The value of stuff
“We want to treat waste as a resource.” is a constant refrain from the great and the good, but how do we make that happen?
The obvious approach is to try and create robust markets in secondary (recycled, recovered, pre-loved?) materials. The problem is that all commodity prices vary massively and extremely rapidly in the modern global economy. My cousins are farmers and they have to buy their seed and fertiliser long before they have a clue what wheat prices will be like at harvest – this year they did OK because of the terrible problems that Russian farmers had, but next year – who knows?
Recyclate prices can vary even more as they can go from positive to negative. You can see this very visually with scrap metal – if the value drops too low, scrap yards put on a gate fee and you will start to see abandoned old cars dumped on the road. When the price soars, anything metal starts to go missing – a couple of months ago a van was stopped by police in a neighbouring street to mine – with a cargo of half-inched manhole covers in the back.

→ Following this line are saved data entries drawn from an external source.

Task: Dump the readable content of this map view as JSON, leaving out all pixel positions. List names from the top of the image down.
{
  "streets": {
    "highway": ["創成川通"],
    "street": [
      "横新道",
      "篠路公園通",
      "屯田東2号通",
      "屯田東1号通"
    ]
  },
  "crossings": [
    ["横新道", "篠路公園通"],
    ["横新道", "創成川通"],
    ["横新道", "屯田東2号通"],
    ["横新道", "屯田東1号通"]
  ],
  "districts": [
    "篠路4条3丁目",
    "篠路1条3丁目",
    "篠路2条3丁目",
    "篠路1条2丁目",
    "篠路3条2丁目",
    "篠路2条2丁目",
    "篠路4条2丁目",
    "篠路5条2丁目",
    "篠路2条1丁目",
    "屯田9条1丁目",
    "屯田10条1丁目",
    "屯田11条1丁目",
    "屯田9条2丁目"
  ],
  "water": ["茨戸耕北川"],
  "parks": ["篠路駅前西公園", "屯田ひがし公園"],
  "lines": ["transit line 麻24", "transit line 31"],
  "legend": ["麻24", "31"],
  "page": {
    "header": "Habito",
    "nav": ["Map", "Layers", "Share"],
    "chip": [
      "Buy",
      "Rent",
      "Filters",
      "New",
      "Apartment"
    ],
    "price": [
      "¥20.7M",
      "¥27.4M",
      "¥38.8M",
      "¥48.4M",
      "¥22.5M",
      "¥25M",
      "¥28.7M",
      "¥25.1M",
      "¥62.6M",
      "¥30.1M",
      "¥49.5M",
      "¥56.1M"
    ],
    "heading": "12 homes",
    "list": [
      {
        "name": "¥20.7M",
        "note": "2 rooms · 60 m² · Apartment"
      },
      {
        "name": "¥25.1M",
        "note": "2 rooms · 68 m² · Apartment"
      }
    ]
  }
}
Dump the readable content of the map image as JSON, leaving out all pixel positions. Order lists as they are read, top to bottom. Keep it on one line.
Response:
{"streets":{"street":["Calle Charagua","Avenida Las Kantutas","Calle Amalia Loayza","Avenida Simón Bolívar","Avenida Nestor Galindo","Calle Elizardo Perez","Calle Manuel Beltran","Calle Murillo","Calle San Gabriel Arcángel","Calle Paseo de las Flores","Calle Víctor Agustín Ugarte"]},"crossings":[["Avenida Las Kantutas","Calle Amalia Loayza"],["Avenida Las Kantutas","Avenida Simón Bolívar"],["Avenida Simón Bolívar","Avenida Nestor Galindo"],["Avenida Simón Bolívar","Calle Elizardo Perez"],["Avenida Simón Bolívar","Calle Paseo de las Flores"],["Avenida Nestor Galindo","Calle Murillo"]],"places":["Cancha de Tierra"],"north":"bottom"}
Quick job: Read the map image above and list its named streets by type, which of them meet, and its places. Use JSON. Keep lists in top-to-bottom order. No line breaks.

So how can we deal with this uncertainty?
1. Penalise the alternatives: taxes on the extraction of raw materials or the landfilling of waste level the playing field by internalising the costs to society of those activities.
2. Expand and broaden markets: a steady demand from a wide range of potential markets will even out the peaks and troughs. Organisations both public and private can use their buying power to boost these markets.
3. A realistic view of risk: I’ve seen far too many start ups build their business plans around unrealistic assumptions on material value/costs and then struggle when the real prices don’t comply with their wishful thinking.
4. Use of trusted standards for the quality of materials – the UK Government and its WRAP quango have been working on a set of standards called PAS for some time – eg PAS 100 is the standard for soil conditioner/compost.
5. Use of trusted labels/certification schemes for recycled material – so the customer can make informed purchasing decisions without fear of greenwash.
Overall, though, we need a general change in attitude to ‘waste’. As my own little aphorism has it, “Waste is a verb, not a noun”.